I am taking chemistry now - this semester - but I have no clue how to solve you question!!

I use Yahoo Questions/Answers for my chemistry assignments. There a lot of people willing to assist and answers any questions posted promptly.

I'll recommend it for you to try.

I am guessing because we are starting the acid & base chapter tomorrow but I think you can use the C1V1 = C2V2 equation.

So (.250M)(15.62ml) = (.100M)(V2)

V2 = 39ml

Does that work? I could be way off. Lexie

edited...

HELP!!!!!

I am having a complete brain meltdown and cannot figure out the following problem.

How many milliliters of 0.250 M phosphoric acid are required to completely neutralize 15.62 mL of a 0.100 M KOH?

Any help would be greatly appreciated.

Daryn:bluecry1:

Don't forget that each molecule of phosphoric acid aka H3(PO4) can give up 3 H+ ions to neutralize the KOH. In other words, 1/3 mole of phosphoric acid will neutralize 1 mole of KOH.

So you can figure out the number of moles of KOH you have to neutralize. (remember that the "M" stands for moles/liter or moles/1000 mL)

Then you can figure out how many ml's of .25M H3PO4 equals the number of moles of KOH.

Then divide that number of ml's by 3 since you only need 1/3 as much.

Don't forget that each molecule of phosphoric acid aka H3(PO4) can give up 3 H+ ions to neutralize the KOH. In other words, 1/3 mole of phosphoric acid will neutralize 1 mole of KOH.

So you can figure out the number of moles of KOH you have to neutralize. (remember that the "M" stands for moles/liter or moles/1000 mL)

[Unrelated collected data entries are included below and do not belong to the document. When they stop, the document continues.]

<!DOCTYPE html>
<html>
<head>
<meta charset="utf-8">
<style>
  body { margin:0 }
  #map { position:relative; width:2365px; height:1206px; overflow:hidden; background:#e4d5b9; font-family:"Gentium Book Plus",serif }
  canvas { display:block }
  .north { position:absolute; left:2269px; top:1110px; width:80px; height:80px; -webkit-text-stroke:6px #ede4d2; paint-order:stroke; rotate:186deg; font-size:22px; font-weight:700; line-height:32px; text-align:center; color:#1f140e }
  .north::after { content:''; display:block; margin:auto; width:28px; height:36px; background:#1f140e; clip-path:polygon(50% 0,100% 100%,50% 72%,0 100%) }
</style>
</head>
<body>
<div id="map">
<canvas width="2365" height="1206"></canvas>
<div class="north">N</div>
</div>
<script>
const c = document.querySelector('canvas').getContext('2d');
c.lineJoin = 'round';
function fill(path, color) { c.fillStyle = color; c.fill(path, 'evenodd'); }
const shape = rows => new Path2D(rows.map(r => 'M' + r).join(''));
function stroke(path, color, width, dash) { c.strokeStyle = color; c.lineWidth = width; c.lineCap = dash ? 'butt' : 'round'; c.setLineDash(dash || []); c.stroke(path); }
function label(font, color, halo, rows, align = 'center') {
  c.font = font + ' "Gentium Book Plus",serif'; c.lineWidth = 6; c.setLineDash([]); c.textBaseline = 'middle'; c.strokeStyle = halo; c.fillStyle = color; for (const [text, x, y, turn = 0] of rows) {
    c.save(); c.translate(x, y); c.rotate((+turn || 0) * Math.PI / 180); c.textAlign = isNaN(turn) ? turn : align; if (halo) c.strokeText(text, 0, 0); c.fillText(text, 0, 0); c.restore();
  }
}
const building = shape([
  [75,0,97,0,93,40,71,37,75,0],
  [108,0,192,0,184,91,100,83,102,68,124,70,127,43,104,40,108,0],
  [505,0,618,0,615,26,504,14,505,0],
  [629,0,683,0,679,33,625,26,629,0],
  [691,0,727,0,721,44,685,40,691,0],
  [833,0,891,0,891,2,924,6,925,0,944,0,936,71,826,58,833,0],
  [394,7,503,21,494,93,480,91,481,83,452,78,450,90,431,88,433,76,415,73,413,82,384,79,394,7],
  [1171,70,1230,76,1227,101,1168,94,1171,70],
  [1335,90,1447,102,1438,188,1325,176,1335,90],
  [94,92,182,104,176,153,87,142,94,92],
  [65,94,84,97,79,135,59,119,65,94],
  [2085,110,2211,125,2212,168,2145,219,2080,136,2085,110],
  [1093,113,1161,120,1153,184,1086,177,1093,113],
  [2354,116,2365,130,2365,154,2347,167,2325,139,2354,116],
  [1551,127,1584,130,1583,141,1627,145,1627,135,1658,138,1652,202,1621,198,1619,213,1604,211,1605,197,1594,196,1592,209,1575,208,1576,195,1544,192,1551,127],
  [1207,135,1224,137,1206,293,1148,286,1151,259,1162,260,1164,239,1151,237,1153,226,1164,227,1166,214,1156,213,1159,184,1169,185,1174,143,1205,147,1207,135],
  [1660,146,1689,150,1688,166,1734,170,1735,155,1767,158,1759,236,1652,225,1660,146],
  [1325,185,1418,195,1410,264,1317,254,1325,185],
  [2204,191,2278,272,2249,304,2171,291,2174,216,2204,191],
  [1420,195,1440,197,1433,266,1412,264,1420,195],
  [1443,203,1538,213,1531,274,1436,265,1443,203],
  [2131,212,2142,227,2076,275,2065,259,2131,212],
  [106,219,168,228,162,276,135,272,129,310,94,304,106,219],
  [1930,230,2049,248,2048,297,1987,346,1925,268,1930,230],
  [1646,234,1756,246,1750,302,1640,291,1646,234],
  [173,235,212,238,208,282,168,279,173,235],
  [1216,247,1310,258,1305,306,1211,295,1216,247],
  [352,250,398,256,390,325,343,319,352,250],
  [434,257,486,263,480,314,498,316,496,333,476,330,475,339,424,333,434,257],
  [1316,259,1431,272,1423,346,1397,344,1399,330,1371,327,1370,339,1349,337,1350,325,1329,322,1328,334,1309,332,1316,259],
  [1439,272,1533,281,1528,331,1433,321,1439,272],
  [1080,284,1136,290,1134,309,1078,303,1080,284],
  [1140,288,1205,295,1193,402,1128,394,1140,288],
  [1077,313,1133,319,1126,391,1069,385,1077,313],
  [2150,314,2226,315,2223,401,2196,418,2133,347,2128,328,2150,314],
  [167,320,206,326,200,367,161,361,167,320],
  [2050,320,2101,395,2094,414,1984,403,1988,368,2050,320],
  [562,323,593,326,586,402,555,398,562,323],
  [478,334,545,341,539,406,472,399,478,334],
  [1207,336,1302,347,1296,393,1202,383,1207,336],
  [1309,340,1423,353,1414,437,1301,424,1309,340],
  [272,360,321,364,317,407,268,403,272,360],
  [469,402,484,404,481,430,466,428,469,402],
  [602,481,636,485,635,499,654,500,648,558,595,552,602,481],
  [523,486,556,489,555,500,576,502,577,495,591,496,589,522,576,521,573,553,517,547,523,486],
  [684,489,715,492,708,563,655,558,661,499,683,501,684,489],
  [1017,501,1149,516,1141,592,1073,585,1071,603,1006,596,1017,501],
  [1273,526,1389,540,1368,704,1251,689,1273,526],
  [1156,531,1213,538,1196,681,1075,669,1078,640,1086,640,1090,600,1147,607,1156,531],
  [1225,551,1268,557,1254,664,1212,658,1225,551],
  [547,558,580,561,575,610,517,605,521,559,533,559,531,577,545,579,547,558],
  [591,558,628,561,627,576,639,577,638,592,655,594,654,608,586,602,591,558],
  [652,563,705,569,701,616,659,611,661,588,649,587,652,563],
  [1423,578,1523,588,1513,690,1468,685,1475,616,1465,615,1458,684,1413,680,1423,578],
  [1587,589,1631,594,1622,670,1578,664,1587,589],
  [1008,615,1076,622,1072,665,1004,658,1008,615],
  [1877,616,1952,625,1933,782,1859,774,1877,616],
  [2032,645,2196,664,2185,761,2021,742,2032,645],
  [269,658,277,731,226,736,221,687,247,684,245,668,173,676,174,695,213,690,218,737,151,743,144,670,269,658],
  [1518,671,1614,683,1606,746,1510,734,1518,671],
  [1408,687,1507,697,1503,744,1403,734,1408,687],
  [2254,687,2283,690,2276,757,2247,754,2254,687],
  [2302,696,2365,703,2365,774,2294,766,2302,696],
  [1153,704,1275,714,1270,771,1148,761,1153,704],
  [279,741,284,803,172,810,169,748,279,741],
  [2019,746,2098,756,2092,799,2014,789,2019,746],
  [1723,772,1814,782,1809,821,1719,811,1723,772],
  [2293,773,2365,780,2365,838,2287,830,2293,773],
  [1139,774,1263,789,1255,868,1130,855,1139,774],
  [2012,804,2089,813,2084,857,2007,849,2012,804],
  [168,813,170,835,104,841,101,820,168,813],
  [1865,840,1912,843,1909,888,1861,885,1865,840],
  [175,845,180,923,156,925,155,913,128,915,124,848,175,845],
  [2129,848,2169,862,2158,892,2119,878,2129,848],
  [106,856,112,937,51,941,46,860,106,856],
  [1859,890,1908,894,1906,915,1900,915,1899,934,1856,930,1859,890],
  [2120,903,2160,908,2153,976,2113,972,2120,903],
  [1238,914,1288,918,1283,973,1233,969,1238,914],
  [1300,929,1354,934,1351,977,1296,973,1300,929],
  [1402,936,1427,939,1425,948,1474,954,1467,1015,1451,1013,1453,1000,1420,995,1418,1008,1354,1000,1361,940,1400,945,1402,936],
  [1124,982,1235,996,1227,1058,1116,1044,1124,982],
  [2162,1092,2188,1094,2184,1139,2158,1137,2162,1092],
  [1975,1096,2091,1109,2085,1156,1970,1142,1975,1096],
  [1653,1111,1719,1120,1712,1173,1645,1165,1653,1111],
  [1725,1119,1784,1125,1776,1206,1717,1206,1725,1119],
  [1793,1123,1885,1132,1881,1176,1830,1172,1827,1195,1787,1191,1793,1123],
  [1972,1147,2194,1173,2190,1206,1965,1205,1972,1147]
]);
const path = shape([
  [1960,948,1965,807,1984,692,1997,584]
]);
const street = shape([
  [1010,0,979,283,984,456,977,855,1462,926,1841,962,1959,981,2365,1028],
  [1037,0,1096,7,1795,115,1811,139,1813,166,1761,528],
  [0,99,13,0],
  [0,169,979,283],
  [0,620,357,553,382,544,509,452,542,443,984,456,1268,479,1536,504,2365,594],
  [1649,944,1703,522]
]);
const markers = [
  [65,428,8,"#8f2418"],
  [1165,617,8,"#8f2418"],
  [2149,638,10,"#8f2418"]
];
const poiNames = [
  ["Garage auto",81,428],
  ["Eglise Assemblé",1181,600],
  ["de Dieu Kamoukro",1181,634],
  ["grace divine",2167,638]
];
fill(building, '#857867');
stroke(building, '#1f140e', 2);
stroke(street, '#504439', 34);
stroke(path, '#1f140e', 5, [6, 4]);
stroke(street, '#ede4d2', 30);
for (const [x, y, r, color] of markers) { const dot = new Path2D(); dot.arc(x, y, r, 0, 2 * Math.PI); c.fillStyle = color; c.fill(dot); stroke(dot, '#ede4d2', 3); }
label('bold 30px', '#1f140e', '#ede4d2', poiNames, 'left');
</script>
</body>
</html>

Then you can figure out how many ml's of .25M H3PO4 equals the number of moles of KOH.

Then divide that number of ml's by 3 since you only need 1/3 as much.

thats beautiful thank you so much! I didn't even post the question but I have my last unit exam this morning and was sitting here studying I totally forgot about the H3 being worth only 1/3 as much and I solved everything else but got stuck at the end. thanks for taking the time to help.